[Dataset items]
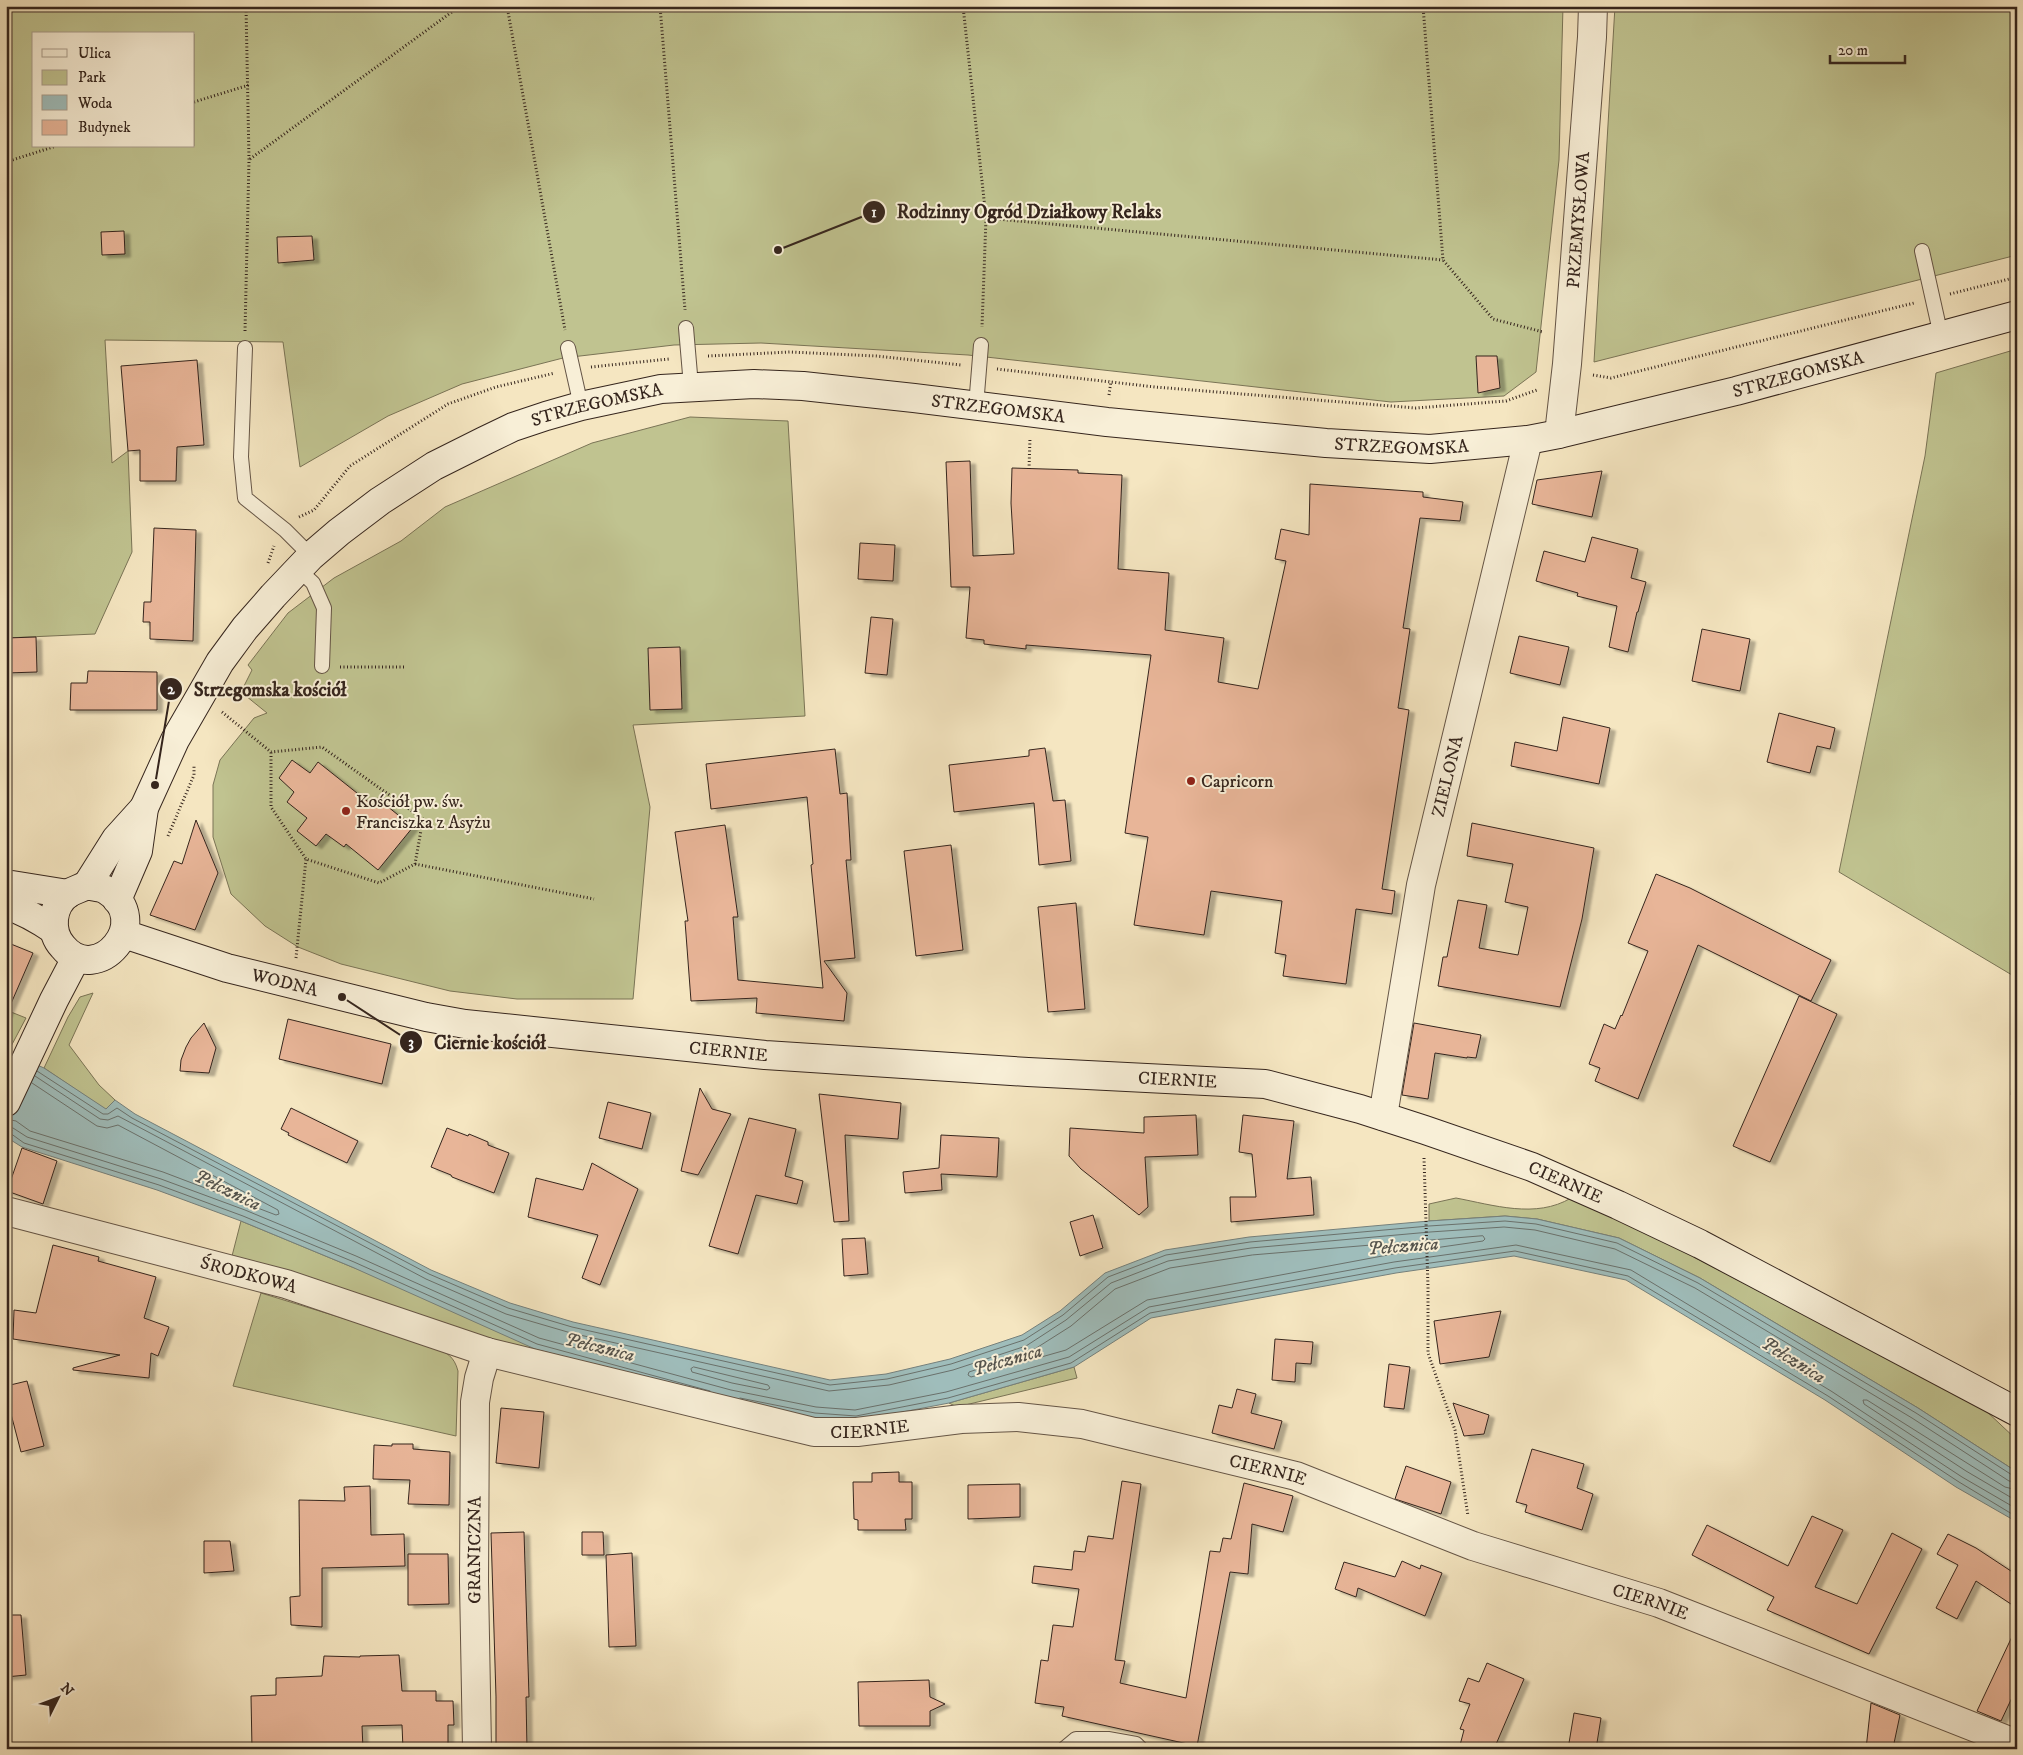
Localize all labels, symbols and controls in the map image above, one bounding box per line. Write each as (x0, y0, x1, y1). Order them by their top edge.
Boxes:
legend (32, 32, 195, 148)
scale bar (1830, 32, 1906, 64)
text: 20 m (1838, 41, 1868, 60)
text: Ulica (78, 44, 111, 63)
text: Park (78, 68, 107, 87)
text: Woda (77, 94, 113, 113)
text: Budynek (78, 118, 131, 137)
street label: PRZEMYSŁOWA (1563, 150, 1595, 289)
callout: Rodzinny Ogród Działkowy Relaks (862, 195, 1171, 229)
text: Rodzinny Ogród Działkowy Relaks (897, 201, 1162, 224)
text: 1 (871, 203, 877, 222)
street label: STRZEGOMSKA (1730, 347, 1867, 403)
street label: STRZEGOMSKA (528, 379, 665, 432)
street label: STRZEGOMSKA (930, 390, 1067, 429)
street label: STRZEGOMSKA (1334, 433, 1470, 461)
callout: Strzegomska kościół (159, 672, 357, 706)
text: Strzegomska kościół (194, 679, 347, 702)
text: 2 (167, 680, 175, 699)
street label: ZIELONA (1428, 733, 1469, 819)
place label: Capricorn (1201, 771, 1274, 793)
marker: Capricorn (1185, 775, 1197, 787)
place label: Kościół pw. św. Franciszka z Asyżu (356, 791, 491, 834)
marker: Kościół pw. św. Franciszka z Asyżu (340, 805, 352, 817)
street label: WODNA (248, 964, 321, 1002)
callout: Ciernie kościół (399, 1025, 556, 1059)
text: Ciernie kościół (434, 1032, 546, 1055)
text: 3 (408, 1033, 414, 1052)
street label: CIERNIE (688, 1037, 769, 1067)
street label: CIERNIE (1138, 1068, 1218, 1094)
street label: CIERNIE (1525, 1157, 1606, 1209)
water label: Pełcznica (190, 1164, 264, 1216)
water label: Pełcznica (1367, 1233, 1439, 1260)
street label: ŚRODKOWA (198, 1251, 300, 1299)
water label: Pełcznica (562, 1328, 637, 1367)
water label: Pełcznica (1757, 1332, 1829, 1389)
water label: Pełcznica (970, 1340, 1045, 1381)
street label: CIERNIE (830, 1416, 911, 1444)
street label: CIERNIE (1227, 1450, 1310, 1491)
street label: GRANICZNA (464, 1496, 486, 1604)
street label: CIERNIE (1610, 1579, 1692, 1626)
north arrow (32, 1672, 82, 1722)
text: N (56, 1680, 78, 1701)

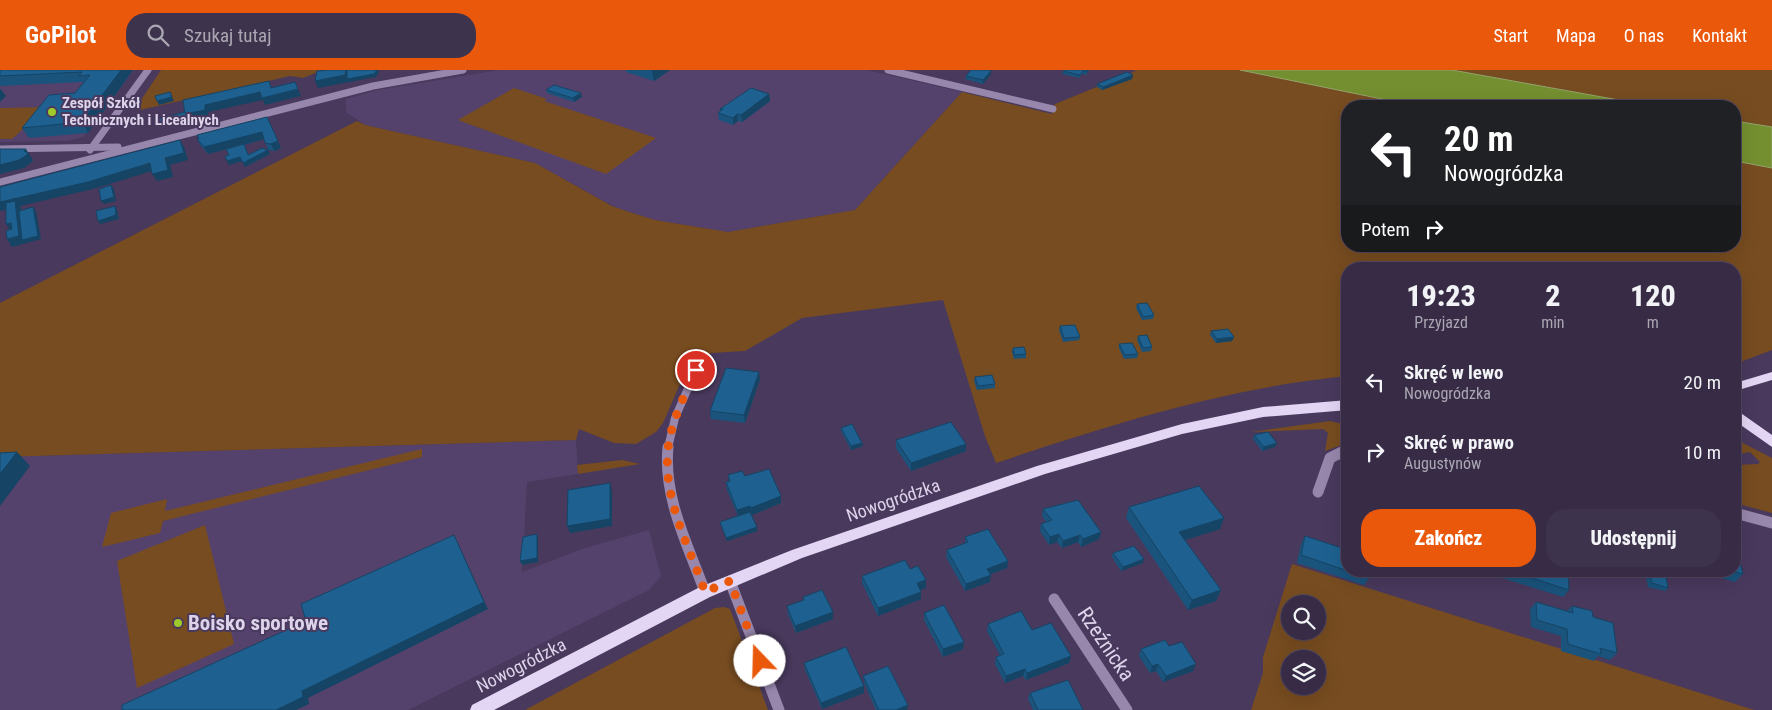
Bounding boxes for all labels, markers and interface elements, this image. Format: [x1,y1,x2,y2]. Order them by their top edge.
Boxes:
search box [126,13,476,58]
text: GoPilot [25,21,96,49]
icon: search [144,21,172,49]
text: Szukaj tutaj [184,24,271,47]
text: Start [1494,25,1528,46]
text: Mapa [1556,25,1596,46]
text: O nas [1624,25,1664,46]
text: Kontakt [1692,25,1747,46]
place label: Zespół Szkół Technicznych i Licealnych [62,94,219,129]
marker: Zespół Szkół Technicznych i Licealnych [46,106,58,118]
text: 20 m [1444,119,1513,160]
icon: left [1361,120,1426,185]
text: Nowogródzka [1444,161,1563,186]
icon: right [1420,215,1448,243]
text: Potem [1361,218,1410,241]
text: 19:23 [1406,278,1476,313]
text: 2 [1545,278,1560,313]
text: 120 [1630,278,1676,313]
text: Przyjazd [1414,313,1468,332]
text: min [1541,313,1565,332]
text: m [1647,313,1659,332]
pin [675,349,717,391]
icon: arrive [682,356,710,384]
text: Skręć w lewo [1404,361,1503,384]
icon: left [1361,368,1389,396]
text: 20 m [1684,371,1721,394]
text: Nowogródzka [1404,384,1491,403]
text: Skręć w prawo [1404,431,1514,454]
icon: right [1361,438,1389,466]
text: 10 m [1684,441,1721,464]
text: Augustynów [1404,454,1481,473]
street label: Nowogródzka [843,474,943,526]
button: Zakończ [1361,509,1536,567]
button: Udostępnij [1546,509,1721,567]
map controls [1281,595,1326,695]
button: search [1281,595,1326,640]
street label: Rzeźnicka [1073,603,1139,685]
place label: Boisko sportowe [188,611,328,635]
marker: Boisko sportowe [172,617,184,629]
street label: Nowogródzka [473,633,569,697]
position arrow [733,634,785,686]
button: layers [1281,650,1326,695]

- **Problem requirements**: Go through the records and pull out each line that includes the word "them".

- **Answer below**:
Localize all labels, symbols and controls in the map image above, one bounding box per line. Write each as (x0, y0, x1, y1). Order them by their top edge.
Bounding boxes for all labels, markers and interface elements, this image. Format: [x1,y1,x2,y2]. Order them by their top edge.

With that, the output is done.